In the process it changes the lowering to use min/max cost, as opposed to summing up the cost of ICmp+Select.

Diff Detail

Event Timeline

dmgreen created this revision.Jul 18 2021, 8:19 AM
dmgreen requested review of this revision.Jul 18 2021, 8:19 AM
Herald added a project: Restricted Project. · View Herald TranscriptJul 18 2021, 8:19 AM
dmgreen edited the summary of this revision. (Show Details)Jul 18 2021, 8:20 AM

I know you haven't added any reviewers yet, but just saw the patch come by. The original costs for Neon seemed a bit excessive :)
Not sure if you're planning any other changes, but the patch looks fine to me.

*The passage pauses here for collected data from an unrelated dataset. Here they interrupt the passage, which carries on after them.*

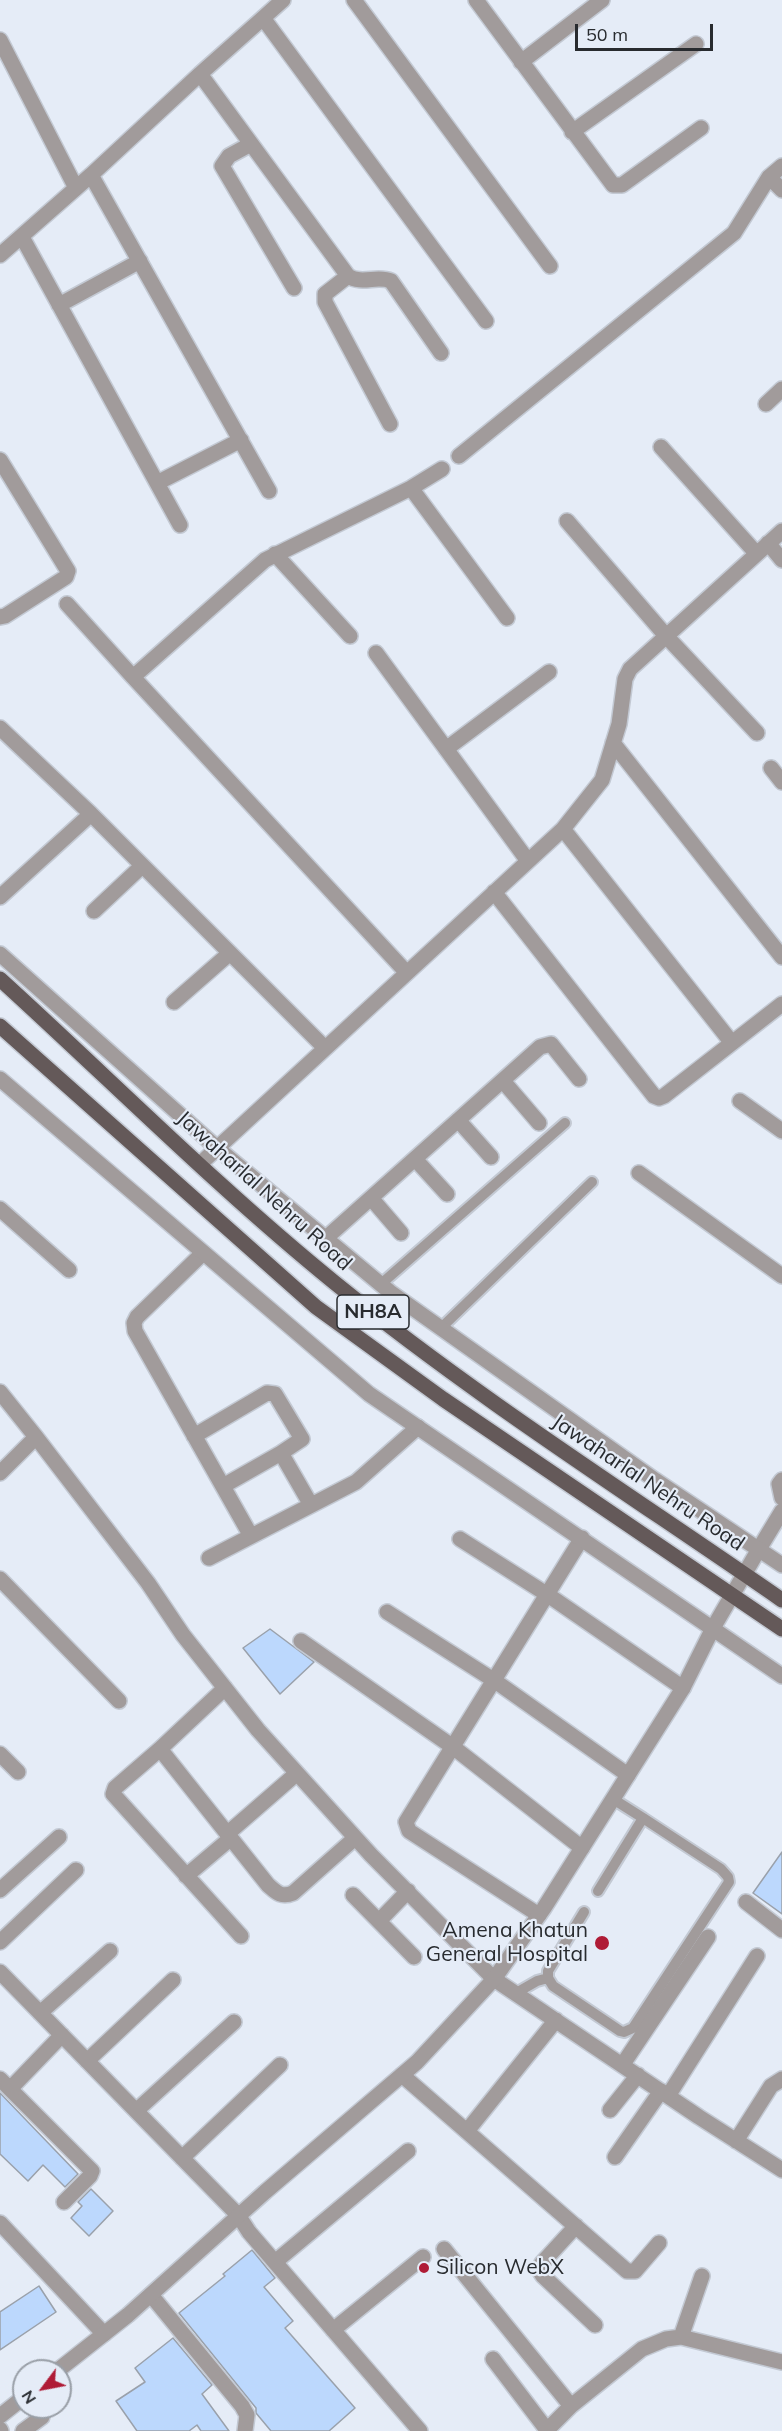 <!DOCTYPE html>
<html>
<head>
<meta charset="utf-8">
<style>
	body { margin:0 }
	#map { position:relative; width:782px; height:2431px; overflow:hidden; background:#e5ecf7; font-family:Mulish,sans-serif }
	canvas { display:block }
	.north { position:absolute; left:12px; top:2359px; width:60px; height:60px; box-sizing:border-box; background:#e5ecf7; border:2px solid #999fa7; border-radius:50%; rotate:238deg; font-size:16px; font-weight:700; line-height:24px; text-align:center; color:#282b2f }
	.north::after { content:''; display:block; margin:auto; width:21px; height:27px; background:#af1b36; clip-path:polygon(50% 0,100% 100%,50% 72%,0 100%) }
	.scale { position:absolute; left:575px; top:24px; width:138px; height:27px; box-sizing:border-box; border:3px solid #282b2f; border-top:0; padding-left:8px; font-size:18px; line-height:21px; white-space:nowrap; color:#282b2f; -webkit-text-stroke:4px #e5ecf7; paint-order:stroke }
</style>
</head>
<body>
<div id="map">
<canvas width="782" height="2431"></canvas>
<div class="north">N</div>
<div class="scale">50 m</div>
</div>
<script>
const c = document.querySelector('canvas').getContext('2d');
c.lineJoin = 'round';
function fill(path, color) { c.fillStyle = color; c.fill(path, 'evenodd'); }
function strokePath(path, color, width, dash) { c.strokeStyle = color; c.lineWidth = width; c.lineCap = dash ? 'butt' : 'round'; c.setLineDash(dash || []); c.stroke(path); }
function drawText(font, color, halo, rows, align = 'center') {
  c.font = font + ' Mulish,sans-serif'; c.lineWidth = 4.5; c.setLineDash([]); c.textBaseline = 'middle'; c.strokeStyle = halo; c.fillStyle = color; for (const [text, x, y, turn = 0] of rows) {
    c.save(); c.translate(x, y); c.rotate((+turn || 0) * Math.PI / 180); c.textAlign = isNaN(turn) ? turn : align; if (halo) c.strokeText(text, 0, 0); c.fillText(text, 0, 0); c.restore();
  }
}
const building = new Path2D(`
	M270 1629 314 1662 280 1694 243 1648Z
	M782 1852V1914L753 1893Z
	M0 2093 78 2174 65 2187 43 2165 28 2181 0 2154Z
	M91 2189 113 2211 89 2236 71 2218 82 2206 78 2202Z
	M252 2250 275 2278 264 2287 293 2321 285 2328 355 2408 329 2431H271L256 2413V2408L179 2313 225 2276 223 2274Z
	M39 2286 56 2312 0 2350V2312Z
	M173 2338 212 2385 202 2394 229 2431H201L197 2425 189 2431H137L116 2401 145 2382 135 2368Z`);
const service = new Path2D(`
	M381 1284 565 1123
	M441 1328 592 1182
	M598 1891 643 1818 613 1799
	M584 1912 548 1971V1978L553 1986 620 2031 624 2032 633 2028 729 1882 728 1877 721 1869 643 1818
	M516 1993 537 1981 548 1978`);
const minor = new Path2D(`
	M283 0 263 18 486 321
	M354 0 550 266
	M476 0 613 185H622L701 128
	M263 18 200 74 348 276C362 285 377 275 391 281L441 353
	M0 40 76 188
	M521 62 602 0
	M572 132 696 44
	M251 144 229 156 222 166 294 288
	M91 175 269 491
	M769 177 782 190
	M22 237 180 525
	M0 255 91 175 200 74
	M348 276 325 294V302L390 424
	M59 305 140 261
	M766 404 782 389
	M661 447 756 553
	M459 456 734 233 769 177 782 166
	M0 460 68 571 66 577 5 616 0 617
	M157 483 241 440
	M411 488 507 618
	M567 521 667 637 757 733
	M768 543 782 560
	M275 554 350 636
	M67 604 133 677
	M376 653 528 861
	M0 728 91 814 325 1048
	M613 743 782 957
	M446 749 549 672
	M771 768 782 782
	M563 829 732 1043
	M494 892 654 1096 659 1098 664 1096 782 1004
	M0 897 91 814
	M94 911 142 866
	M407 973 133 677 265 560 411 488 442 469
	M174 1002 230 953
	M503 1081 539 1123
	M740 1101 782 1131
	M458 1120 491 1157
	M415 1159 447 1194
	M200 1164 563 829 602 780 619 724 625 679 630 669 782 531
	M639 1173 782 1276
	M371 1198 401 1233
	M0 1209 69 1270
	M326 1238 540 1047 551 1044 579 1079
	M203 1253 137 1317 134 1323 135 1331 251 1536
	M0 1392 36 1437 148 1583 183 1635 258 1730 371 1855 494 1979 699 2117 782 2170
	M194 1436 267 1393 275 1394 302 1439 281 1453
	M0 1473 36 1437
	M782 1480 779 1484 782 1498
	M223 1486 281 1453 311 1505
	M460 1539 548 1595 683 1688
	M759 1549 782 1511
	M209 1558 356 1482 418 1427
	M0 1579 119 1701
	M387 1612 495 1681 628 1775
	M301 1641 453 1747 582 1848
	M160 1749 225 1688
	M0 1754 18 1772
	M227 1834 296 1774
	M186 1876 231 1838
	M0 1890 59 1837
	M353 1895 414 1957
	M746 1902 782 1930
	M539 1915 409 1831 406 1822 582 1538
	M379 1921 408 1891
	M241 1936 113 1794 115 1788 160 1749 268 1885C276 1892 281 1898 293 1893L355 1838
	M0 1942 76 1870
	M0 1972 238 2215 249 2232 420 2431
	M40 2013 110 1951
	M87 2061 173 1980
	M623 2064 708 1937
	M402 2075 627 2271H635L659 2243
	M0 2079 92 2171 90 2176 64 2202
	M10 2089 62 2035
	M668 2096 757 1956
	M610 2110 638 2075
	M136 2111 234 2022
	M467 2131 556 2020
	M736 2141 771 2086 782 2079
	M615 2157 661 2091
	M182 2158 280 2065
	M0 2223 104 2334
	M576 2226 542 2263 539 2270 543 2276 595 2325
	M444 2249 571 2406
	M275 2262 408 2151
	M151 2295 242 2406 247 2415 245 2431
	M333 2330 423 2257
	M681 2337 702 2276
	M493 2359 547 2430
	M0 2429 1 2431
	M23 2431 42 2417
	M546 2431 571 2406 642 2349 666 2339 681 2337 782 2362`);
const tertiary = new Path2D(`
	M0 954 217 1148 390 1292 655 1480 782 1565
	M0 1079 369 1394 782 1676
	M57 2371 128 2315 265 2192 417 2062 494 1979 544 1908 683 1688 713 1628 759 1549
	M0 2416 24 2397`);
const primary = new Path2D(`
	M0 979C111 1080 218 1188 335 1283 477 1398 632 1496 782 1600
	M0 1026 316 1307 443 1399 782 1629`);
const markers = [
	[602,1943,8,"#af1b36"],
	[424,2268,6,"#af1b36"]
];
const shields = [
	[373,1312,72]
];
const shieldNames = [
	["NH8A",373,1312]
];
const streetNames = [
	["Jawaharlal Nehru Road",264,1191,42],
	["Jawaharlal Nehru Road",648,1483,34]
];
const poiNames = [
	["Amena Khatun",588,1931],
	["General Hospital",588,1955],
	["Silicon WebX",436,2268,"left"]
];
fill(building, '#bcd8fd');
strokePath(building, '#9aa1ab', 1.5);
strokePath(service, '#c3c9d3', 14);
strokePath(minor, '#c3c9d3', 18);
strokePath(tertiary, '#c3c9d3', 18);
strokePath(primary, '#c3c9d3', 18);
strokePath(service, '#a19b9b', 10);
strokePath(minor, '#a19b9b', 15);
strokePath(tertiary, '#a19b9b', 15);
strokePath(primary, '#645959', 15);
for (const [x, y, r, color] of markers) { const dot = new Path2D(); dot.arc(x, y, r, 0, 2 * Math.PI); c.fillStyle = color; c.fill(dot); strokePath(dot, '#e5ecf7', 2); }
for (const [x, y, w] of shields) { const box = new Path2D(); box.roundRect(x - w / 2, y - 17, w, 34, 4.5); c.fillStyle = '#e5ecf7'; c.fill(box); strokePath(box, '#282b2f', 1.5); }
drawText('bold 20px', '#282b2f', null, shieldNames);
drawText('21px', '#282b2f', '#e5ecf7', streetNames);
drawText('21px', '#282b2f', '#e5ecf7', poiNames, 'right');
</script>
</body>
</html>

llvm/lib/Target/AArch64/AArch64TargetTransformInfo.cpp
1910–1911

nit: isa<ScalableVectorType(Ty) == isa<ScalableVectorType>(CondTy)

Matt added a subscriber: Matt.Jul 19 2021, 1:27 PM

Thanks. I have a few patches that were adjusting some of the costs that are related to shuffle costs at the moment. There was another for the cost of pairwise fadd reductions, but it doesn't seem to be doing very well performance wise. I'll have to look more into that one.

dmgreen updated this revision to Diff 360031.Jul 20 2021, 12:18 AM

isa == isa

This patch looks like a good improvement on the original costs! I just had a question about one anomaly ...

llvm/test/Analysis/CostModel/AArch64/reduce-minmax.ll
227

Hi @dmgreen, something strange is going on for v16f16 here with a cost of 73. I ran llc for this intrinsic and got:

fmaxnm  v0.8h, v0.8h, v1.8h
fmaxnmv h0, v0.8h

so a cost of 3 inline with umax.v16i16 seems reasonable here.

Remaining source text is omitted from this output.